Ans: (*) Samvat is any of the various Hindu calendars. In India, there are several calendars in use. The Saka Samvat is associated with 78 A.D; Gupta Samvat with 320 A.D; and Hijri Samvat with 622 A.D. The first year of Hijri era was the Islamic year beginning in AD 622 during which the emigration of Muhammad from Mecca to Medina, known as the Hijra, occurred. The Gregorian calendar, also called the Western calendar and the Christian calendar, is the internationally accepted civil calendar. It was introduced by Pope Gregory XIII, after whom the calendar was named, by a decree signed on 24 February, 1582.
Q2. The home of Gargi, Maitrey, and Kapila was at
(a) Vidisha (b) Ujjain
(c) Pataliputra (d) Mithila
Ans: (d) The name ‘Mithila‘ goes back to Puranic times. It occurs in the Mahabharata and in Pali literature. According to the Puranic tradition the name has been derived from that of Mithi (son of Nimi) King of Ayodhya and grandson of Manu who founded a kingdom which was called Mithila after him. It is associated with Valmiki, Ashtavakra, Yajnavalkya, Udayana, Mahavira, Kanada, Jaimini and Kapila as well as the women philosophers, such as, Gargi, Maitreyi, Bharati and Katyayani. After the era of the Ramayana it is said that the three seats of culture in Vedic period – Kosala, Kasi and Videha – merged to form the Vajjians confederacy and the centre of political gravity shifted from Mithila to Vaishali.
Q3. Which area of India was known as Avantika in ancient times ?
(a) Avadh (b) Ruhelkhand
(c) Bundelkhand (d) Malwa
Ans: (d) Ujjain (Avanti, Avantikapuri), is an ancient city of Malwa region in central India, on the eastern bank of the Kshipra River, today part of the state of Madhya Pradesh. Avanti with its capital at Ujjaini, is mentioned in Buddhist literature as one of the four great powers along with Vatsa, Kosala and Magadha.
Q4. The Social System of the Harappans was :
(a) Fairly egalitarian
(b) Slave-Labour based
(c) Colour (Varna) based
(d) Caste based
Ans: (a) The archaeological record of the Indus civilization provides practically no evidence of armies, kings, slaves, social conflict, prisons, and other oft-negative traits that we traditionally associated with early civilizations.
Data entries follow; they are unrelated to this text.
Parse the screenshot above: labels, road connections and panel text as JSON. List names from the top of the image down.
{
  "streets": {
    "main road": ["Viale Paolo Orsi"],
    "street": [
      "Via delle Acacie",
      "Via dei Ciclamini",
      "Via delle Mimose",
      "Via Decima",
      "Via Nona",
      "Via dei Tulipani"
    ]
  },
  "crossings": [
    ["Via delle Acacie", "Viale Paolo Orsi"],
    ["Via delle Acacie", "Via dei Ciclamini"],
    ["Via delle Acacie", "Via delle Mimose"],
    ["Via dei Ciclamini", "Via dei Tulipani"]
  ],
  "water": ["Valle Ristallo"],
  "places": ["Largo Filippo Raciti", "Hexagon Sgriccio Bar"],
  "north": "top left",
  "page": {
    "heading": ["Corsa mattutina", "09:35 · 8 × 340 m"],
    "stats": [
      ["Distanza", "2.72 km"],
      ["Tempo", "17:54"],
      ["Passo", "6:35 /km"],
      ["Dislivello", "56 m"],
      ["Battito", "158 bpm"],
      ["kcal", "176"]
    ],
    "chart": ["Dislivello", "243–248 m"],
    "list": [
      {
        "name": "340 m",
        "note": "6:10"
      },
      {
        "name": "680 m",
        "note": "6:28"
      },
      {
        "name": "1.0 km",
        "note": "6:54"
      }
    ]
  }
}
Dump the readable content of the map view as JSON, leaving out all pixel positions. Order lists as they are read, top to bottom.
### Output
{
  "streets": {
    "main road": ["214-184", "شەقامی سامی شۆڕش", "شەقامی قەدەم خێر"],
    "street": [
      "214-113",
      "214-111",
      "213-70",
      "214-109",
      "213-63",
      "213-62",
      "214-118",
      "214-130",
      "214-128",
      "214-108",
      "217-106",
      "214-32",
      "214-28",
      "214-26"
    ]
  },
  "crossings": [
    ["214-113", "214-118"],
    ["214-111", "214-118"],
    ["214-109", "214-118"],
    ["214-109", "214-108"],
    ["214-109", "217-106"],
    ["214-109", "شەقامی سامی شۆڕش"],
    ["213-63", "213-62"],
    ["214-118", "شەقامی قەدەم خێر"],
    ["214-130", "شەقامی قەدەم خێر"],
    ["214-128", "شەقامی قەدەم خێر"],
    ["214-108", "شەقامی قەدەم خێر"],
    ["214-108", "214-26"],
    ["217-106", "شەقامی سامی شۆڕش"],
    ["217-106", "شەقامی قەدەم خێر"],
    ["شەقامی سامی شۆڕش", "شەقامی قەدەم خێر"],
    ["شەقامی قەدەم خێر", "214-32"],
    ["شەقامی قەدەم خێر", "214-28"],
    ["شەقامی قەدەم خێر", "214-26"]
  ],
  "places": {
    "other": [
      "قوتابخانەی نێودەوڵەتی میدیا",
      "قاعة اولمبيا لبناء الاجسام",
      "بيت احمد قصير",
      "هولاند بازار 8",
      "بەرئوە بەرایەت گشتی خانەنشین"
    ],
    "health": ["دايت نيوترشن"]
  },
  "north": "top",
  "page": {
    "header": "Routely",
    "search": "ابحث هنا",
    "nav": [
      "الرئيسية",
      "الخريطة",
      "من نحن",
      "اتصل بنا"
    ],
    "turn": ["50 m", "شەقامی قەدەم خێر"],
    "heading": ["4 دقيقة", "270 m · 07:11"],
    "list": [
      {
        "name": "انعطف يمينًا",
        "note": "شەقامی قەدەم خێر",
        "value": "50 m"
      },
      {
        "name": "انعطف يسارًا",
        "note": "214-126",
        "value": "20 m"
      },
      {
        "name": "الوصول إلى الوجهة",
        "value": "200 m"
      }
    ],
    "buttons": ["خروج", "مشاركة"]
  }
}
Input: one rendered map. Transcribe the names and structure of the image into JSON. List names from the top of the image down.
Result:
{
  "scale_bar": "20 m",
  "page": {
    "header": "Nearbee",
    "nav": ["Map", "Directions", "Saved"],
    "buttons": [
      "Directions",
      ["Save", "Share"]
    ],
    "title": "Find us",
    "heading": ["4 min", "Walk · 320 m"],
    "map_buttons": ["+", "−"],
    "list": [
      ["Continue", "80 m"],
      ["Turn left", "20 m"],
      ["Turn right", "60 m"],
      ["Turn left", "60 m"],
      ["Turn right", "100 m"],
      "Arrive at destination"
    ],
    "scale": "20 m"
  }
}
If there were neither slaves nor kings, a more egalitarian system of governance may have been practiced. Besides, compared to other ancient civilizations the houses were of nearly equal size indicating a more egalitarian social structure i.e. The Social System of the Harappans was fairly egalitarian.
Q5. Which of the following Vedas provides information about the civilisation of the Early Vedic Age?
(a) Rig-veda (b) Yajur-veda
(c) Atharva-veda (d) Sama-veda
Ans: (a) The Vedic period (or Vedic age) was a period in history during which the Vedas, the oldest scriptures of Hinduism, were composed. The time span of the period is uncertain. Philological and linguistic evidence indicates that the Rig Veda, the oldest of the Vedas, was composed roughly between 1700 and 1100 BCE, also referred to as the early Vedic period. It is an important source of information on the Vedic religion and their Gods as well as presents a detailed account of the life of the people at that time.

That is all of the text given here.